**EXERCISE REQUIREMENTS:**
Beginning with the line that has "Convert the map", reproduce each remaining line of the data exactly, down to and including the last.
::: ENTRIES SHOWN
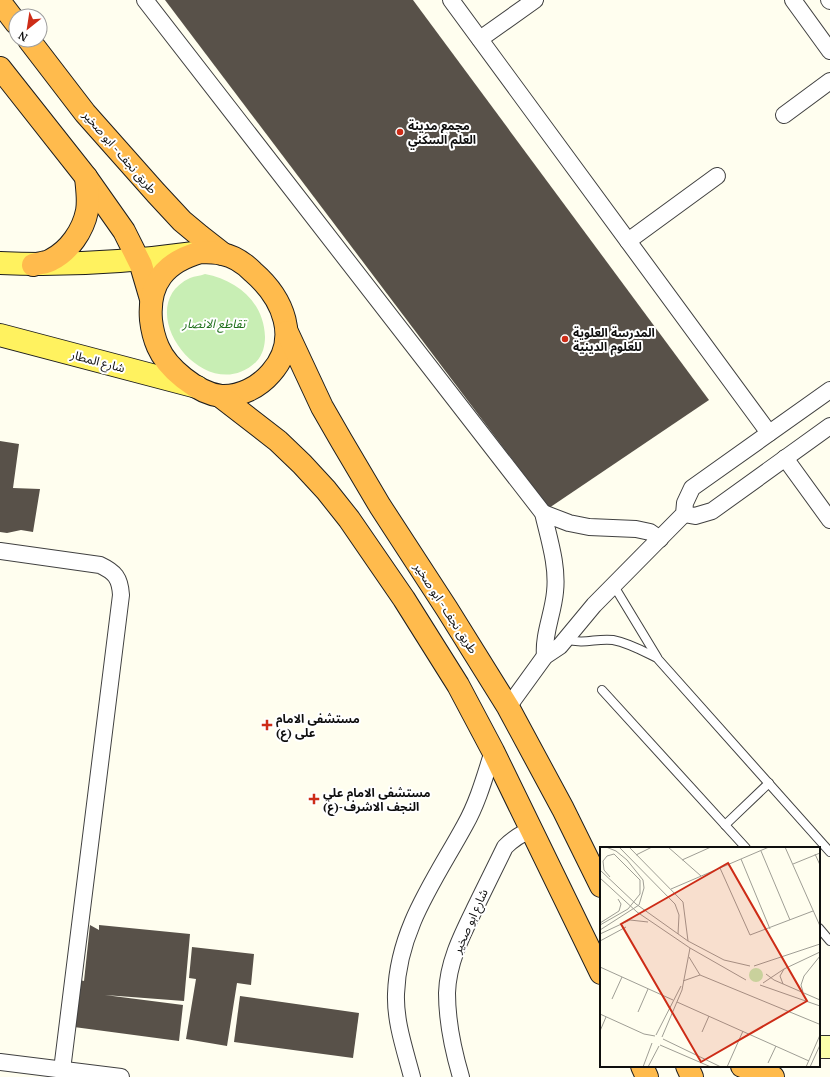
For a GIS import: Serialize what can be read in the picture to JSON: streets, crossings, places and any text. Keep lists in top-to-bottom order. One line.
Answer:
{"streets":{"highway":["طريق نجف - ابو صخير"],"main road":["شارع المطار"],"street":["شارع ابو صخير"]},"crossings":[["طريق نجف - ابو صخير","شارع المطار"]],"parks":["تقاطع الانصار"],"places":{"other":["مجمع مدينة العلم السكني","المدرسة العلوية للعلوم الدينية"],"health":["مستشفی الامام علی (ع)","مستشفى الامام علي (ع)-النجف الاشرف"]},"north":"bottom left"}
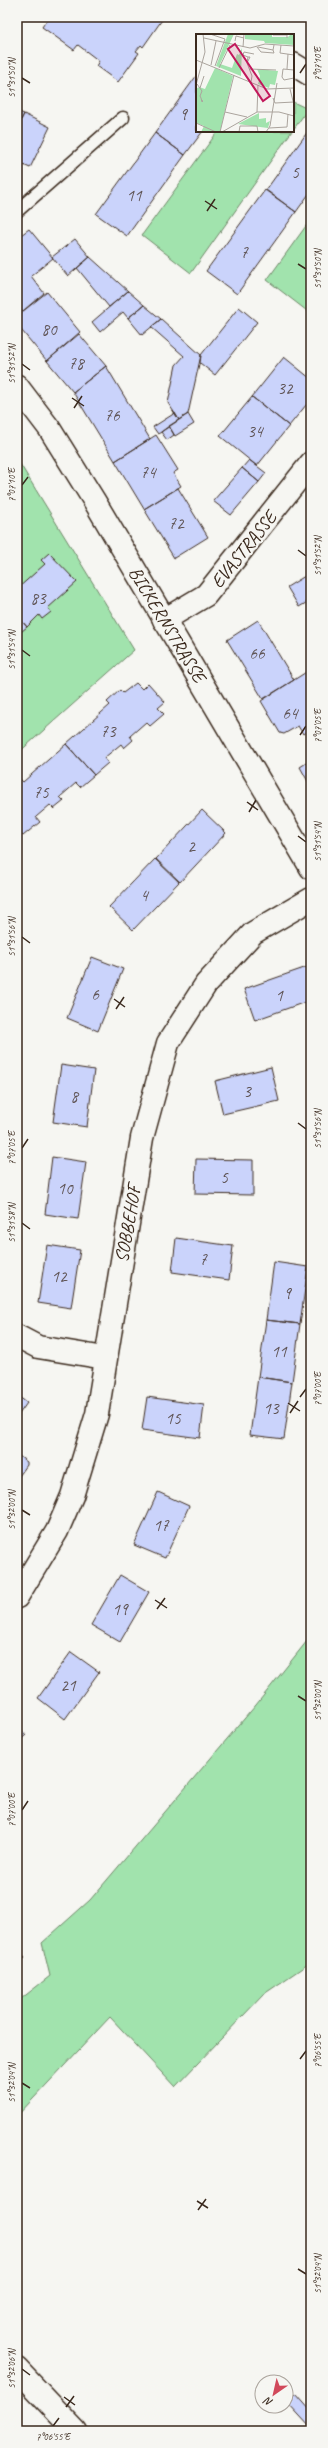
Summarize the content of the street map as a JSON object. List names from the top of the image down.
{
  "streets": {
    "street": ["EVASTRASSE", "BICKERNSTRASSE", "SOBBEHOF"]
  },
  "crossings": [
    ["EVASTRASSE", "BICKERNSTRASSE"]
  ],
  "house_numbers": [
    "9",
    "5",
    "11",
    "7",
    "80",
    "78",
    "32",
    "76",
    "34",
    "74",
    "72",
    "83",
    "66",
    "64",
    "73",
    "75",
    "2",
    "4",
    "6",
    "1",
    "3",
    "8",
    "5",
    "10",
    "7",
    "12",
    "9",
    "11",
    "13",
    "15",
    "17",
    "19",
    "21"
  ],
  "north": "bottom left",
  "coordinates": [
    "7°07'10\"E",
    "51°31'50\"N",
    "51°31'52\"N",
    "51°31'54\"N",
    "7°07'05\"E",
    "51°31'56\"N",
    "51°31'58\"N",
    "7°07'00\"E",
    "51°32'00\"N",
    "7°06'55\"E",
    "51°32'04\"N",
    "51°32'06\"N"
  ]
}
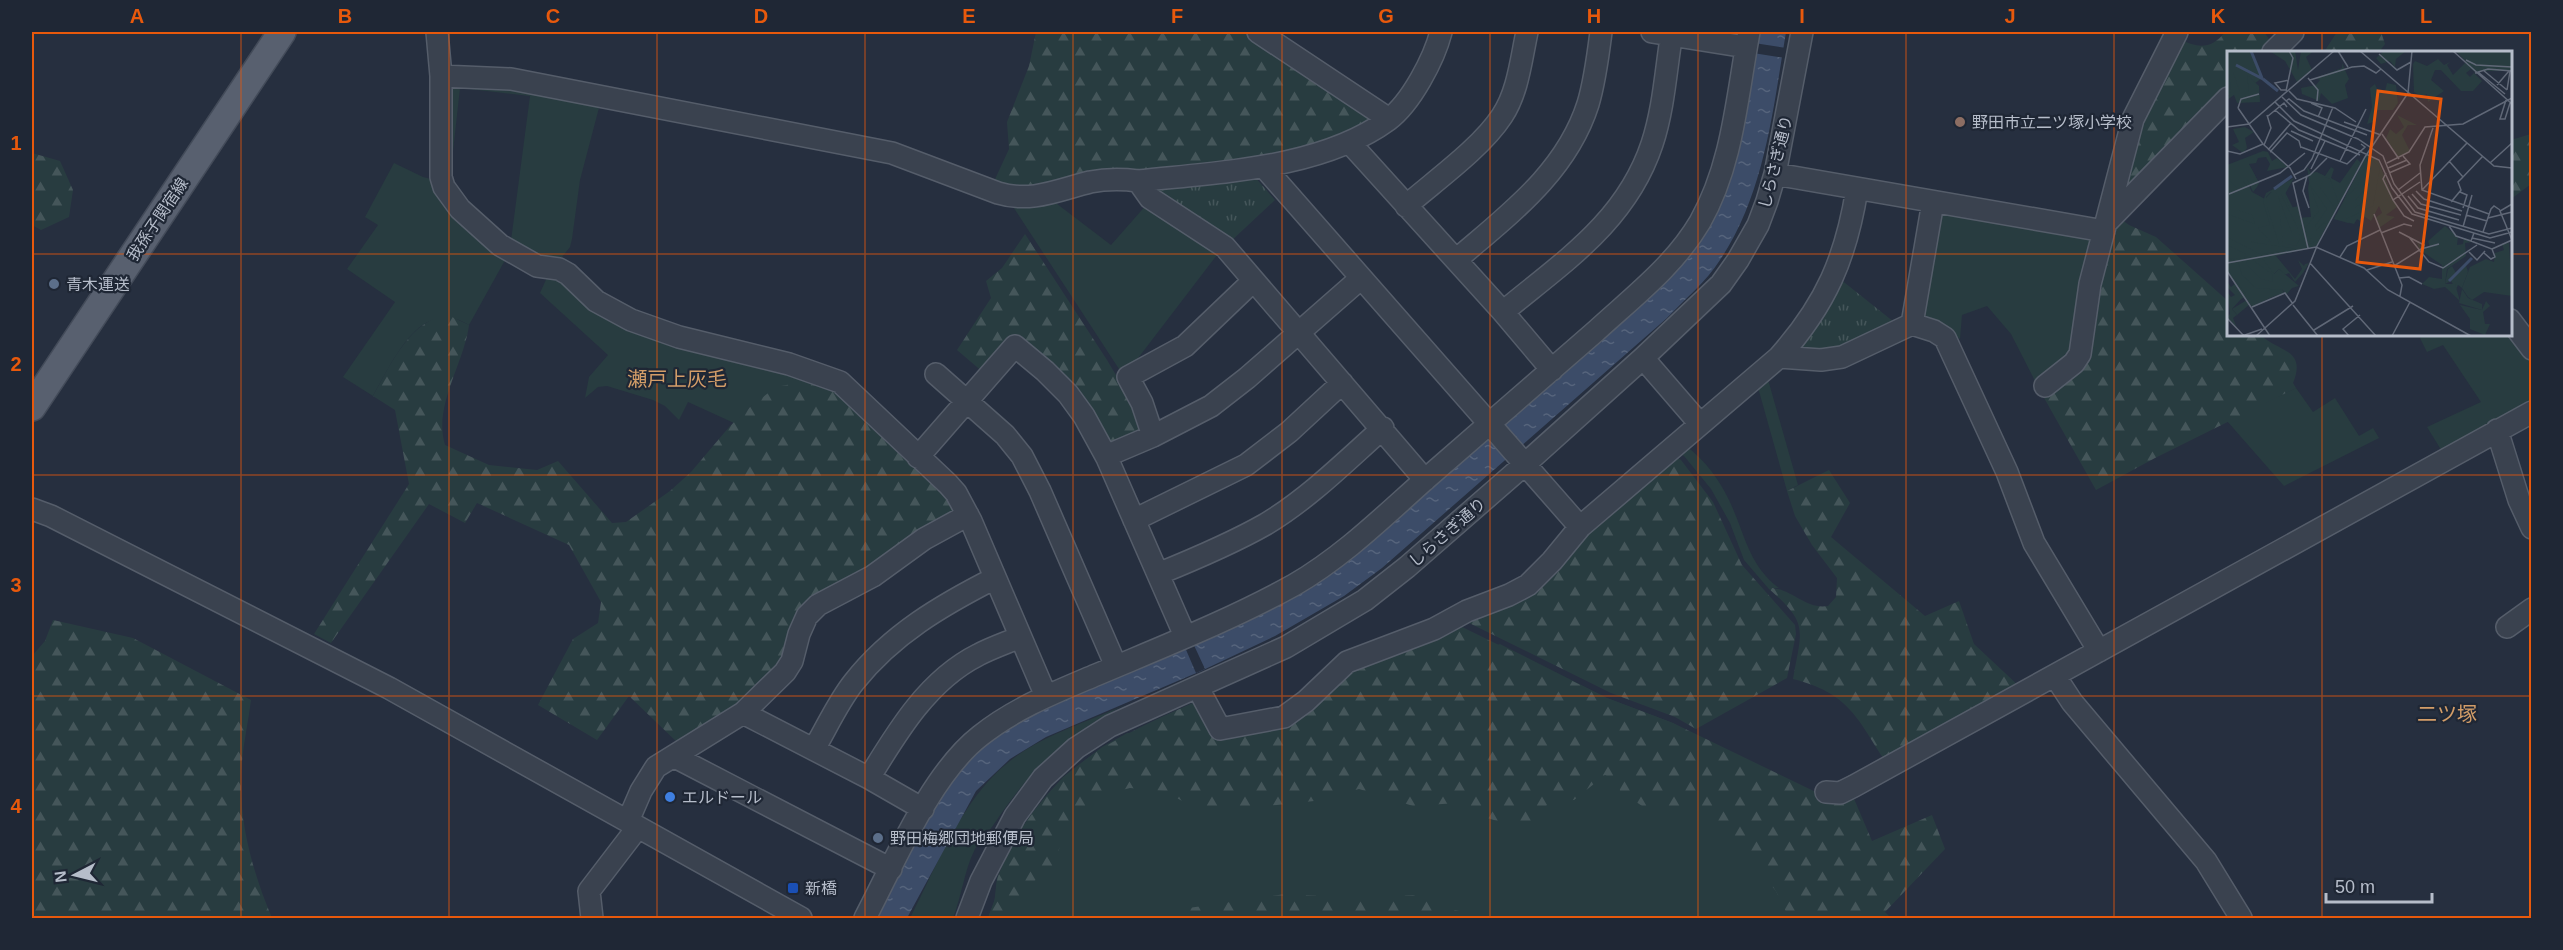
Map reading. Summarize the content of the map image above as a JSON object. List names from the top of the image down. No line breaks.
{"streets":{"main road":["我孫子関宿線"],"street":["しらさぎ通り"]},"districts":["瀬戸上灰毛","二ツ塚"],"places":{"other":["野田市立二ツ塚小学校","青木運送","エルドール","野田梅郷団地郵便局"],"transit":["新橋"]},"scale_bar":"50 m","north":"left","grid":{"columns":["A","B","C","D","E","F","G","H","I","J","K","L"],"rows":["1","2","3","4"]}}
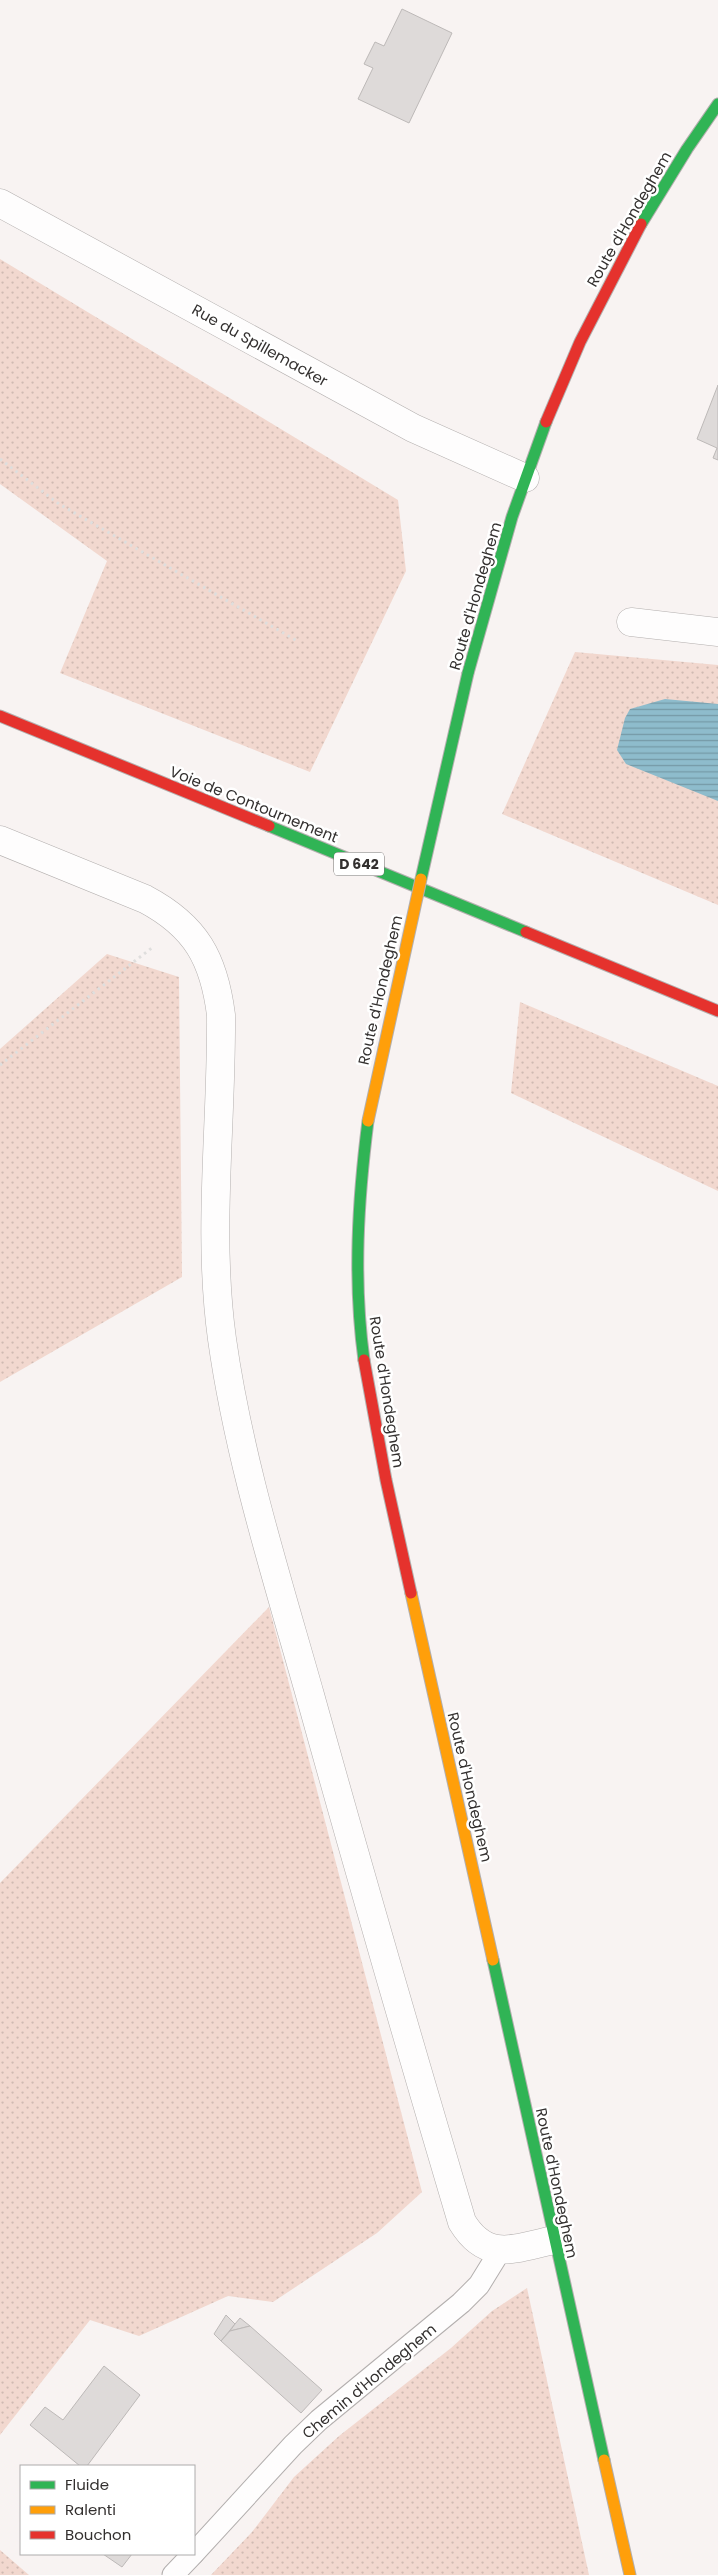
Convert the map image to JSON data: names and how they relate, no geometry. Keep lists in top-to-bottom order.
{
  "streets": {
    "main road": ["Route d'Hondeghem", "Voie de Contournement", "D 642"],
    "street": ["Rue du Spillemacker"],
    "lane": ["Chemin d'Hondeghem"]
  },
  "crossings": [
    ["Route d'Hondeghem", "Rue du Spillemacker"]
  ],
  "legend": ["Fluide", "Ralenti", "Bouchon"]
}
::::::
**ANSWER TO THIS TASK:**
Convert the map image to JSON data: names and how they relate, no geometry. Keep lists in top-to-bottom order.
{
  "streets": {
    "main road": ["Route d'Hondeghem", "Voie de Contournement", "D 642"],
    "street": ["Rue du Spillemacker"],
    "lane": ["Chemin d'Hondeghem"]
  },
  "crossings": [
    ["Route d'Hondeghem", "Rue du Spillemacker"]
  ],
  "legend": ["Fluide", "Ralenti", "Bouchon"]
}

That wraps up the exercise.